How to complete this task →
Search the entries below for the word "Town" and copy every line where it appears.

Entries provided →
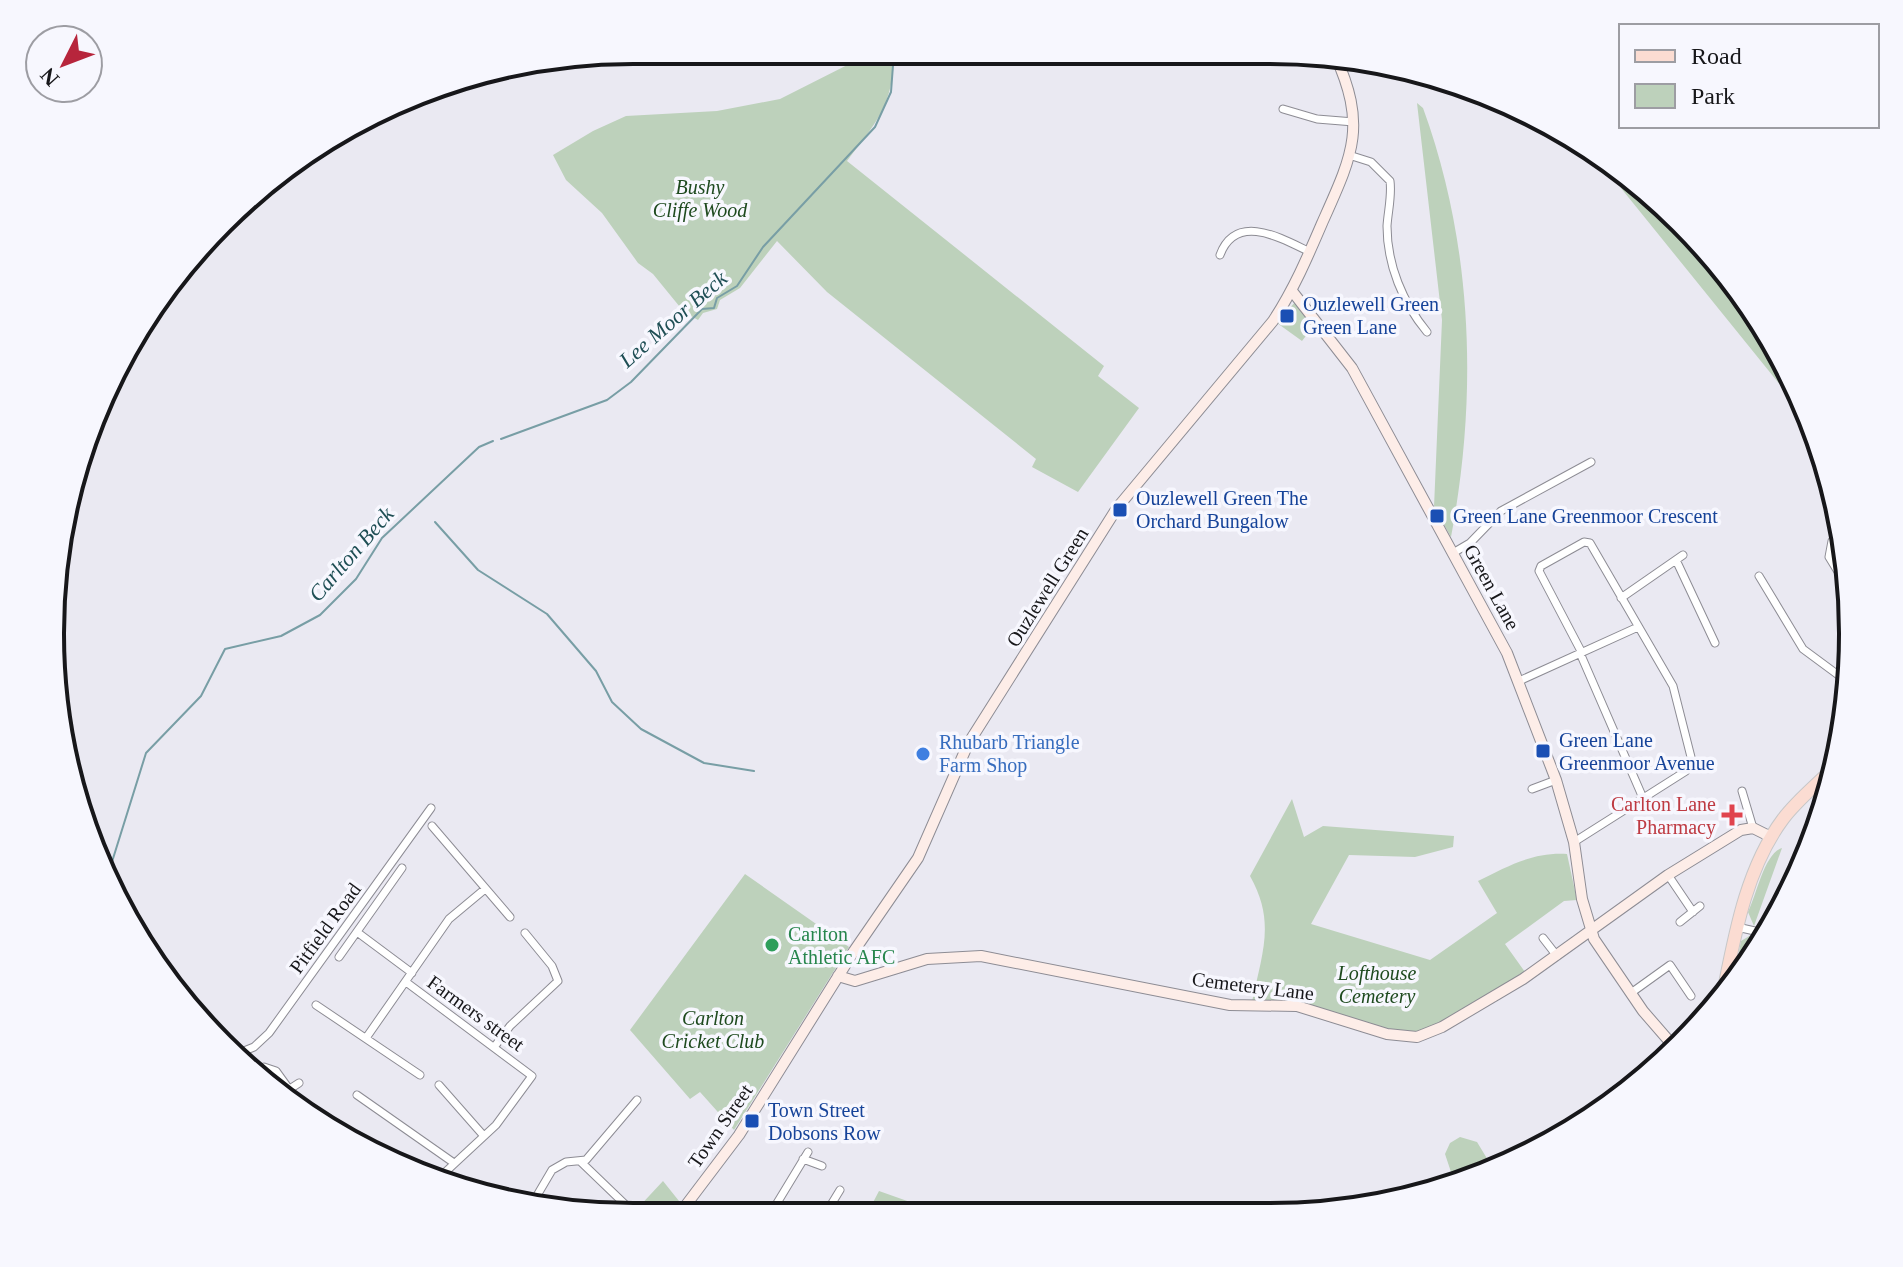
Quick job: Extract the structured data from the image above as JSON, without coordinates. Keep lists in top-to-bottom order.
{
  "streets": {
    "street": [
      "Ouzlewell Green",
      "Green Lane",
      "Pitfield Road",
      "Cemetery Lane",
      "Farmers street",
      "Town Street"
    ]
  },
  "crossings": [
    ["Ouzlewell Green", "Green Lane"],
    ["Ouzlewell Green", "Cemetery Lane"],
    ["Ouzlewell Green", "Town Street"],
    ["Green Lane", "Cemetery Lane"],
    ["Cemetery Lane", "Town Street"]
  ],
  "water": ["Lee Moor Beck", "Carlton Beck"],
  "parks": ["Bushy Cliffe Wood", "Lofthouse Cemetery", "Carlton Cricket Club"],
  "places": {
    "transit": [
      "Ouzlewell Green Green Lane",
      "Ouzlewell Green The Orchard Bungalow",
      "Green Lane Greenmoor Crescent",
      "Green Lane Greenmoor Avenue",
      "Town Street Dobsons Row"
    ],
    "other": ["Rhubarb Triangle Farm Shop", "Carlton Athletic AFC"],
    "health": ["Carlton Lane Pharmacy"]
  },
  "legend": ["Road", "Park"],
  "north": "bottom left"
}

Solution below →
      "Town Street"
    ["Ouzlewell Green", "Town Street"],
    ["Cemetery Lane", "Town Street"]
      "Town Street Dobsons Row"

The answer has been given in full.